Collected data entries:
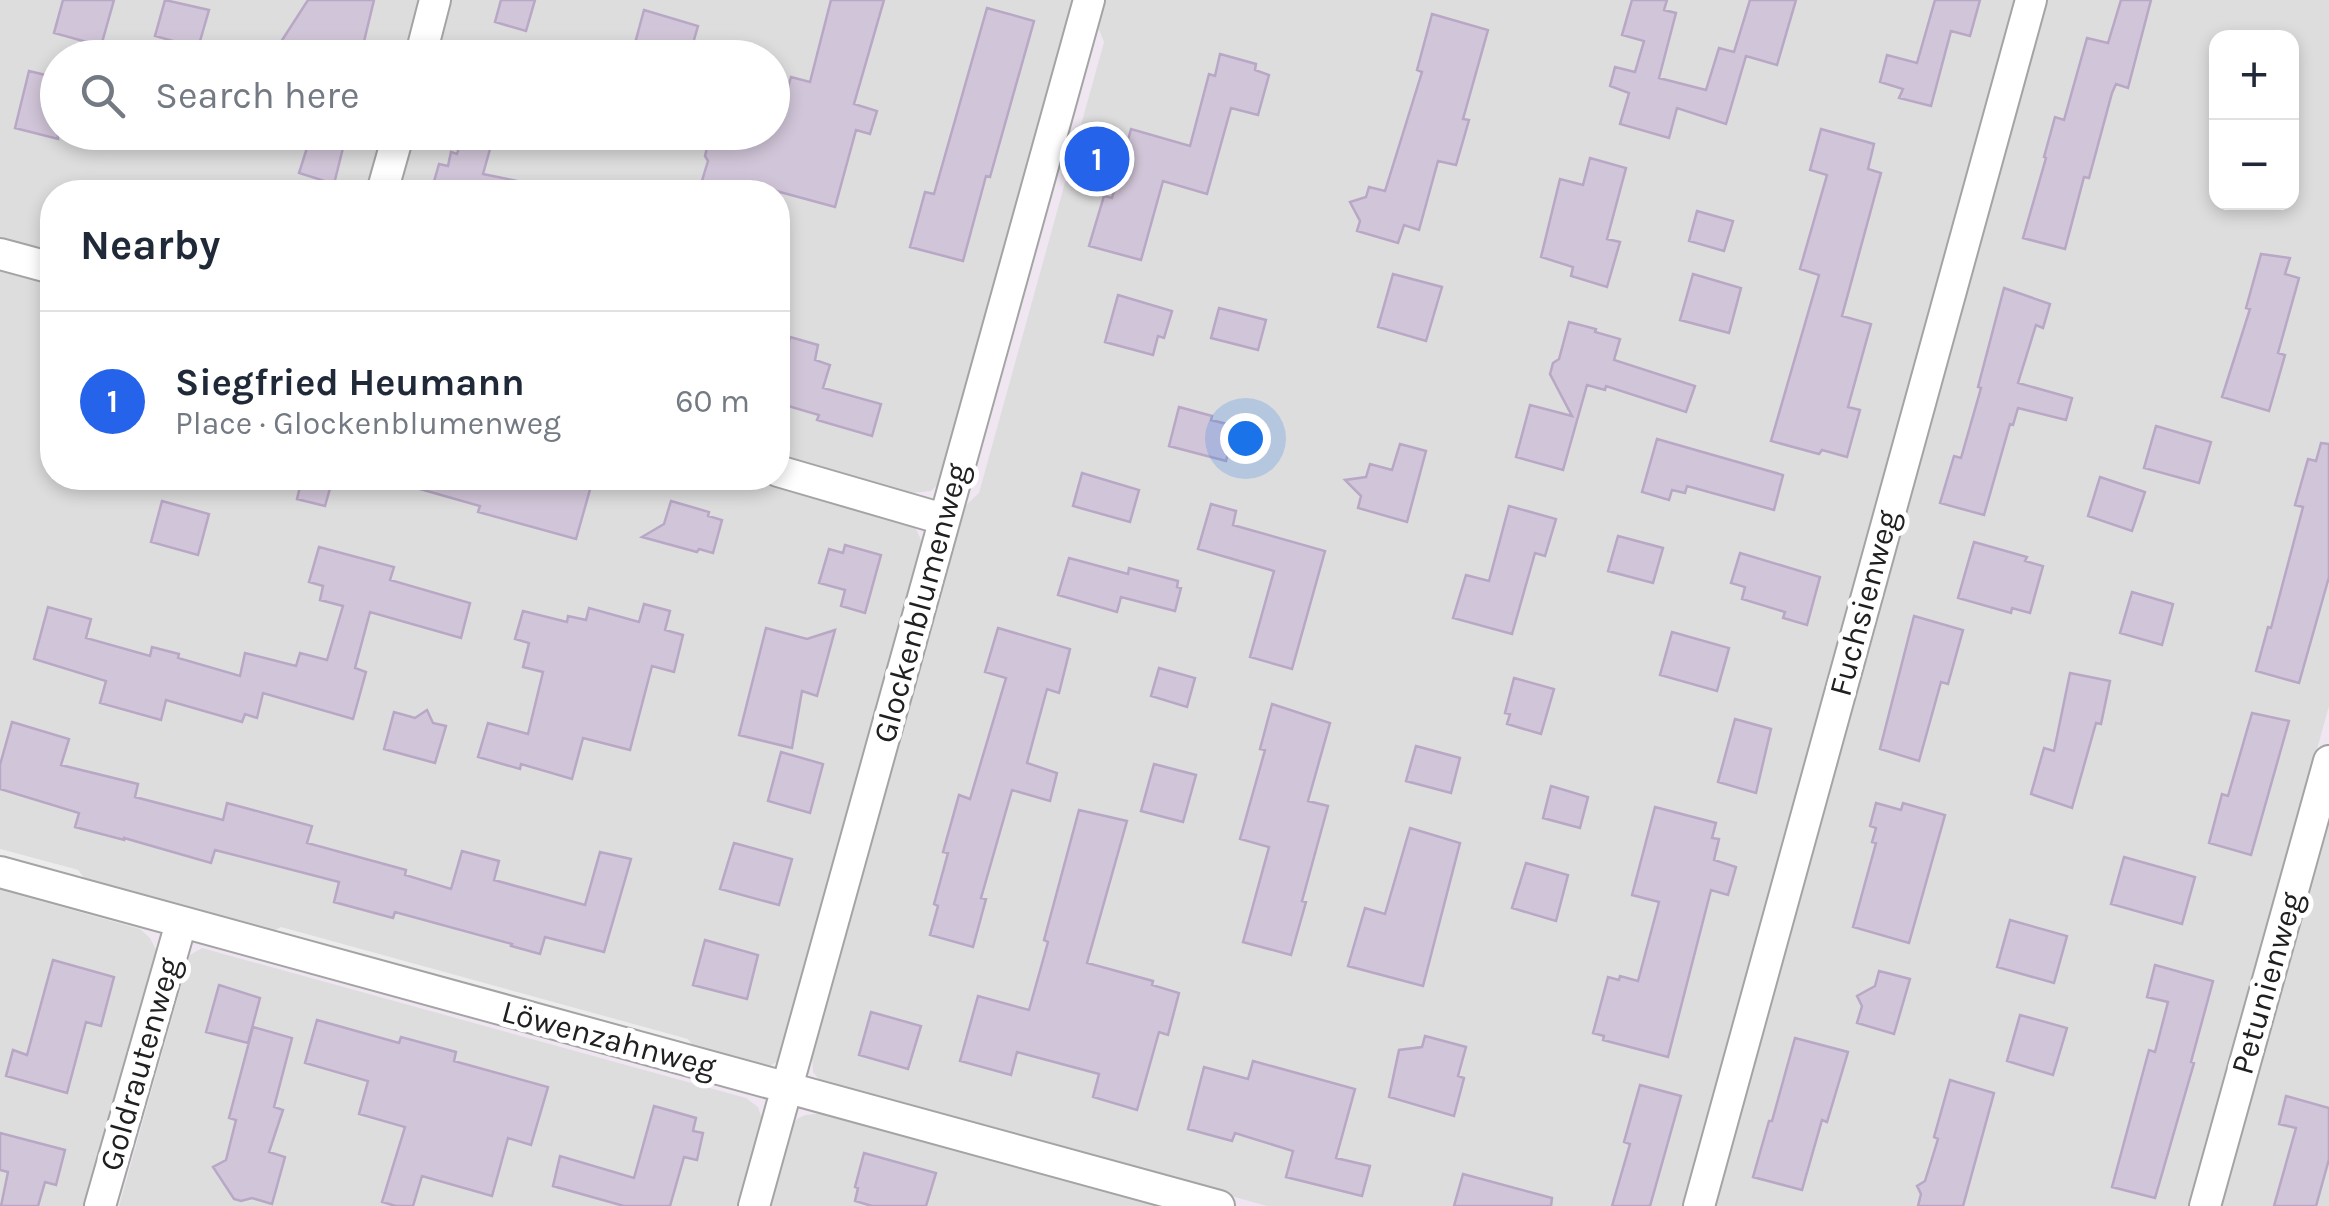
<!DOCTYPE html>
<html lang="en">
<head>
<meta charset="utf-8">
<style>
	body { margin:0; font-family:Karla,sans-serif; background:#f2f2f3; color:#1f2937 }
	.controls { position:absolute; right:30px; top:30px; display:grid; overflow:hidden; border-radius:20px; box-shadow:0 5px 15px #0003 }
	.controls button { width:90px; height:90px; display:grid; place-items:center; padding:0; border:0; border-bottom:2px solid #e0e1e3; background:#fff; color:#1f2937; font:50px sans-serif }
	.you { position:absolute; left:1245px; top:438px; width:35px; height:35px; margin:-25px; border:8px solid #fff; border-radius:50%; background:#1a73e8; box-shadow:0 0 0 15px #1a73e833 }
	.badge { display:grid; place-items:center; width:65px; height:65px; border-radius:50%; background:#2563eb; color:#fff; font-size:32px; font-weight:700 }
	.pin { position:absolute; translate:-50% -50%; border:5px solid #fff; box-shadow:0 2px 10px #0006 }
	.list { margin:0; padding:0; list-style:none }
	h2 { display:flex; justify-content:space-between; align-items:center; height:130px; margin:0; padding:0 40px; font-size:42px }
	h2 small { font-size:32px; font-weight:400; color:#747a83 }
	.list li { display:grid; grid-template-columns:65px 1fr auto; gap:30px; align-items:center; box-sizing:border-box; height:180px; padding:0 40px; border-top:2px solid #e0e1e3 }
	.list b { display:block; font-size:38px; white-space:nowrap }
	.list p { margin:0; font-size:32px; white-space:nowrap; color:#747a83 }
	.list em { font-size:32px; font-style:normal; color:#747a83 }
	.icon { flex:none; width:55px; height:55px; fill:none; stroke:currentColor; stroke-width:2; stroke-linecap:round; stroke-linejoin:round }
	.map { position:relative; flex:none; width:2329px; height:1206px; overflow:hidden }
	.search { position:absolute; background:#fff; box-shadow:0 5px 15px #0003; left:40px; top:40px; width:750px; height:110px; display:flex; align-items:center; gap:25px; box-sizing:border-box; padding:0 35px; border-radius:55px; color:#747a83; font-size:38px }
	.panel { position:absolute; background:#fff; box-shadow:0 5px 15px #0003; left:40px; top:180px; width:750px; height:310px; border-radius:40px }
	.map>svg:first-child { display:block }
</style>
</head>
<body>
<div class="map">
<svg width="2329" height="1206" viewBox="0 0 2329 1206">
	<rect width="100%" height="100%" fill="#efe6f1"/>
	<path fill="#ddddde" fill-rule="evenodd" d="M0,0H421L405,57L58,58V132L384,133L367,192H52V255L0,240Z
		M450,0H1073L1062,39L1069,45L1066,53L1057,55L985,315L991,321L989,329L981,330L939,484L931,491L912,493L778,456V192H397L414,133L772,132V58L434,57Z
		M1104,0H2019L1684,1206H1267L826,1084L820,1081L813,1072L812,1056L963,508L979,493L1104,42L1097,25Z
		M2048,0H2329V706L2190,1206H1713ZM2216,38H2292V202H2216Z
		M0,271L52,285V478H747L906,521L916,529L922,542L921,550L913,578L919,584L781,1056L777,1062L762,1070L88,884L78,870L0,849Z
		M2329,813V1206H2220Z
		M0,890L140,929L150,938L156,950L154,965L87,1206H0Z
		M202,948L746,1098L758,1107L762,1119L744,1184L750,1189L741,1199L739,1206H119L188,961L190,955Z
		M826,1113L1168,1206H770L792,1127L797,1119L805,1115Z"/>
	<path fill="#ececec" d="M0,849L78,870L88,884L0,860Z
		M281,927L688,1039L697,1051L269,933Z"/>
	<path fill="#d1c6d9" stroke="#b8a7c5" stroke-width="2.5" d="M63,0H114L101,46L54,33Z
		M165,0L209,10L198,48L155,36Z
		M308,0H374L360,58H298L299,53L277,48Z
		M501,0H535L526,31L495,22Z
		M831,0H884L854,104L877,111L870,134L856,130L835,207L747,183L745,192H732L701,184L708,161L705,156L711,132H772V98L784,101L791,77L810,82Z
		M1632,0H1667L1664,10L1676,13L1659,78L1706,90L1719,48L1734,52L1750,0H1796L1777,65L1746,56L1726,124L1677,108L1669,138L1620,124L1629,93L1610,86L1615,67L1635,72L1644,41L1622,35Z
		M1935,0H1980L1970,36L1951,31L1931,106L1899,98L1903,89L1880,82L1887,55L1917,63Z
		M2121,0H2151L2128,88L2116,84L2112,93L2089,178L2084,177L2065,249L2023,238L2046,158L2044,157L2055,117L2064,120L2087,38L2108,43Z
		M987,8L1034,21L990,177L986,176L963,261L910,247L925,192L934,194Z
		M644,10L698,26L691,50L679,48L677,58H631Z
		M1432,14L1488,30L1463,119L1469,120L1456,165L1438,161L1419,230L1404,225L1398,243L1357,231L1360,221L1350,202L1366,197L1369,187L1385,191L1422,72L1417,70Z
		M1220,54L1256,64L1255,70L1269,75L1258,115L1231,108L1207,194L1163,181L1141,260L1089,246L1104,196L1112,198L1131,129L1190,146L1209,74L1215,76Z
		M29,71L58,78V139L15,128Z
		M1821,129L1874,144L1868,169L1881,173L1842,316L1871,324L1848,407L1860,410L1847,457L1822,450L1819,454L1771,441L1819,275L1800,269L1827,175L1810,170Z
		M312,132H347L334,184L299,173Z
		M464,132L492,142L483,174L517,181L516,192H431L439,164L448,166L451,152L457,154Z
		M1590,158L1626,168L1607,239L1620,242L1607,287L1571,276L1573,267L1541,257L1560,179L1583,185Z
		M1697,211L1733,221L1724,251L1689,241Z
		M2261,254L2290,258L2285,274L2299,278L2278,353L2285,355L2269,411L2222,397L2250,309L2246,308Z
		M1393,274L1442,287L1426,341L1378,327Z
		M1693,274L1741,288L1729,333L1680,320Z
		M2004,288L2050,304L2043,328L2036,325L2018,383L2072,398L2066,420L2018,408L2013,425L2010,424L1984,515L1940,503L1954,456L1961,458L1981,388L1978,387Z
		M1118,295L1172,311L1164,338L1158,336L1153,355L1105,342Z
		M1219,308L1266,320L1258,350L1211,338Z
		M1569,322L1596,329L1595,332L1620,339L1614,360L1695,386L1686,412L1606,386L1605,390L1587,385L1563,470L1516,457L1530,405L1572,416L1550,374L1553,363L1559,359Z
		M790,337L818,345L815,360L830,365L823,388L881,404L872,436L817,420L819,415L778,403V339L789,342Z
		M1179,407L1212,416L1211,420L1235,426L1226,461L1169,446Z
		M2156,426L2211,442L2199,483L2144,468Z
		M1657,439L1783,475L1774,510L1687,486L1685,493L1672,490L1669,500L1642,492Z
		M2321,443L2329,444V577L2299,683L2256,671L2268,627L2271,628L2303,507L2295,505L2308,459L2316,461Z
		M1400,444L1426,451L1407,522L1358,508L1361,496L1345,480L1366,477L1370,464L1392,470Z
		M1082,473L1139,490L1130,522L1073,506Z
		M2100,477L2145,492L2132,531L2088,516Z
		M302,478H333L325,506L297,499Z
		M407,478H565L591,486L576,539L478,512L480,506L406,485Z
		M162,501L209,514L198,555L151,542Z
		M671,501L709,512L708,516L722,520L713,553L699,549L697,552L642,537L664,524Z
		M1211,504L1236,511L1233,525L1325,551L1292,669L1250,657L1274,571L1198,549Z
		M1509,506L1556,519L1545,556L1535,553L1512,634L1453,618L1466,575L1489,581Z
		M1618,536L1663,548L1653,583L1608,571Z
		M1974,542L2027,557L2025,561L2043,566L2030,613L2012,608L2011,613L1958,598Z
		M845,545L881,555L865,613L841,606L845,590L819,583L829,549L843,553Z
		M319,547L394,567L390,580L470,603L461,638L370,612L355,668L366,672L353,719L263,693L257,718L245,714L242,722L166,700L161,720L100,703L106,681L34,659L48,607L91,619L86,638L150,656L152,647L179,654L178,658L240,676L245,653L296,666L300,653L327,660L343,606L320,600L323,586L309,582Z
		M1740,553L1820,577L1807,625L1783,618L1785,612L1742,599L1745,587L1731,583Z
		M1069,558L1128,574L1129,568L1178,581L1177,587L1181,588L1175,611L1121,597L1117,612L1058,595Z
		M2132,592L2173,604L2162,645L2120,633Z
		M644,604L670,611L665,630L683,635L674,672L652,666L630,750L583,738L572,779L521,764L520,769L478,757L488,723L528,734L543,672L523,667L529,643L515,639L523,611L567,622L568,616L586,620L589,608L639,622Z
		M1914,616L1963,630L1948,684L1941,682L1919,761L1880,749Z
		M766,628L807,639L835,630L817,696L802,691L792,748L739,735Z
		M998,628L1070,649L1059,693L1047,689L1027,763L1057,773L1050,801L1012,790L981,898L986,899L973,947L930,935L938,906L934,904L948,853L943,852L959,795L970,799L1006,678L985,672Z
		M1672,632L1729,648L1717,691L1660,675Z
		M1159,668L1195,678L1187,707L1151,696Z
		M2070,673L2110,681L2101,724L2096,723L2072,808L2031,794L2044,748L2054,751Z
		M1514,678L1554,689L1541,734L1507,724L1510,714L1505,713Z
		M1272,704L1330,723L1308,801L1328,806L1302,901L1306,902L1291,955L1243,942L1269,847L1240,839L1265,750L1260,749Z
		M427,710L433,723L446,726L435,763L384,749L394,712L415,718Z
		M2252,713L2289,721L2251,855L2209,843L2222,794L2228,796Z
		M1735,719L1771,729L1756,793L1718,782Z
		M12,722L69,739L61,765L138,784L135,797L223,820L227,803L312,826L307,843L406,870L405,875L451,889L462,851L499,861L494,880L585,905L600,852L631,859L604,952L545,937L540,954L511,946L512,944L395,912L393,918L334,902L339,882L215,850L211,863L124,838V840L75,827L79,813L0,789V765Z
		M1416,746L1460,758L1451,793L1406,781Z
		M781,752L823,764L810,813L768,801Z
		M1154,764L1196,775L1183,822L1141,811Z
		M1551,786L1588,797L1580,828L1543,818Z
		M1876,803L1901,810L1903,803L1945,815L1909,943L1853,927L1876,843L1872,842L1876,828L1870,826Z
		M1655,807L1716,823L1712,838L1719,839L1714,860L1736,867L1728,895L1711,890L1668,1057L1603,1040L1604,1036L1593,1033L1608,977L1619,980L1620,976L1638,981L1659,902L1632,895Z
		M1079,810L1127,821L1087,963L1153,981L1152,985L1179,993L1168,1035L1159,1032L1137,1110L1093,1097L1099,1074L1017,1052L1011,1075L960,1061L978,996L1029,1010L1048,942L1044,940Z
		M1410,828L1460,843L1423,986L1348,966L1365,908L1385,914Z
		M734,843L792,859L779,905L720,889Z
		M2124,857L2195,877L2182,924L2111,904Z
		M1526,863L1568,875L1556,921L1512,908Z
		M2010,920L2067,936L2054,983L1997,967Z
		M705,940L758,955L747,999L693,985Z
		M53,960L114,977L101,1026L86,1022L67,1093L6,1076L13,1050L27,1055Z
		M2155,965L2213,981L2191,1062L2194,1063L2155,1198L2112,1187L2149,1050L2155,1052L2168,1002L2147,997Z
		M1879,971L1910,979L1894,1034L1857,1023L1862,1006L1857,996L1875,986Z
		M219,985L260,998L248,1043L206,1032Z
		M871,1012L921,1026L908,1069L859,1055Z
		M2020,1015L2067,1028L2053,1075L2007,1061Z
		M317,1020L399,1043L401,1037L456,1052L454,1061L548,1087L531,1145L508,1138L492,1196L422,1176L413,1206H396L382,1202L405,1127L359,1114L368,1081L305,1063Z
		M253,1027L292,1038L274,1107L283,1110L269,1152L285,1157L272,1204L252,1198L241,1201L234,1199L213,1167L226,1160L236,1120L229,1118Z
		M1425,1036L1466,1047L1458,1076L1464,1078L1454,1116L1389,1097L1399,1050L1422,1047Z
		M1795,1038L1848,1052L1827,1122L1822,1120L1802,1190L1753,1177L1769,1121H1772Z
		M1253,1061L1355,1089L1336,1158L1370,1166L1362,1196L1286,1177L1293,1151L1235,1133L1232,1141L1188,1129L1204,1067L1248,1079Z
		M1950,1080L1994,1093L1963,1206H1918L1921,1194L1917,1186L1925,1181L1938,1139L1934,1137Z
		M1640,1085L1681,1096L1650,1206H1612L1630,1144L1624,1142Z
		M2286,1096L2329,1108V1159L2316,1206H2274L2296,1128L2279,1124Z
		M654,1106L696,1118L693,1131L703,1133L697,1160L684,1157L670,1206H624L553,1186L560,1156L634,1178Z
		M0,1133L65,1150L56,1185L45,1182L38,1206H1L8,1172L0,1170Z
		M864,1153L936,1173L926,1206H872L855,1201L858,1188L855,1187Z
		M1463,1174L1552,1198L1551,1206H1454Z"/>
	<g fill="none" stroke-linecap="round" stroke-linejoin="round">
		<defs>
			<path id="minor" d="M420,58L435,0
				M382,192L399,132
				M0,254L52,268
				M778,471L943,519
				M0,872L1219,1206
				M100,1206L181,923
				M754,1206L1089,0
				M1699,1206L2031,0
				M2205,1206L2329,761"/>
		</defs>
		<use href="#minor" stroke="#a4a4a4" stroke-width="34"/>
		<use href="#minor" stroke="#fff" stroke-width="30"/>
	</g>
	<g text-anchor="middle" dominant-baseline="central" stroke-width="10" stroke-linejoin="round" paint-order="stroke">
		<g font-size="32" fill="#202020" stroke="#fff">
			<text transform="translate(921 603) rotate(-75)">Glockenblumenweg</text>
			<text transform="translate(1864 603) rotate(-75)">Fuchsienweg</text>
			<text transform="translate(2267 983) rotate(-74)">Petunienweg</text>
			<text transform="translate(609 1039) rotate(15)">Löwenzahnweg</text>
			<text transform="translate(140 1064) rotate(-74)">Goldrautenweg</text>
		</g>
	</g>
</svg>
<div class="controls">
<button>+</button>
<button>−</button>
</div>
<div class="you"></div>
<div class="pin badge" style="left:1097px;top:159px">1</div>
<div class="search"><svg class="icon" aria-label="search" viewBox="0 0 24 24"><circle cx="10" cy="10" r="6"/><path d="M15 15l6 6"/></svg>Search here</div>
<section class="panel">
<h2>Nearby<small></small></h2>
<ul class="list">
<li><span class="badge">1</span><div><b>Siegfried Heumann</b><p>Place · Glockenblumenweg</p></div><em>60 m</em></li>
</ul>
</section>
</div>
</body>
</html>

◆ **Work item**
Quote the records above exactly, from the first line through the line containing "font-size:32px; font-weight:400; color:#747a83", and leave out the pictures.

◆ **Answer space**
<!DOCTYPE html>
<html lang="en">
<head>
<meta charset="utf-8">
<style>
	body { margin:0; font-family:Karla,sans-serif; background:#f2f2f3; color:#1f2937 }
	.controls { position:absolute; right:30px; top:30px; display:grid; overflow:hidden; border-radius:20px; box-shadow:0 5px 15px #0003 }
	.controls button { width:90px; height:90px; display:grid; place-items:center; padding:0; border:0; border-bottom:2px solid #e0e1e3; background:#fff; color:#1f2937; font:50px sans-serif }
	.you { position:absolute; left:1245px; top:438px; width:35px; height:35px; margin:-25px; border:8px solid #fff; border-radius:50%; background:#1a73e8; box-shadow:0 0 0 15px #1a73e833 }
	.badge { display:grid; place-items:center; width:65px; height:65px; border-radius:50%; background:#2563eb; color:#fff; font-size:32px; font-weight:700 }
	.pin { position:absolute; translate:-50% -50%; border:5px solid #fff; box-shadow:0 2px 10px #0006 }
	.list { margin:0; padding:0; list-style:none }
	h2 { display:flex; justify-content:space-between; align-items:center; height:130px; margin:0; padding:0 40px; font-size:42px }
	h2 small { font-size:32px; font-weight:400; color:#747a83 }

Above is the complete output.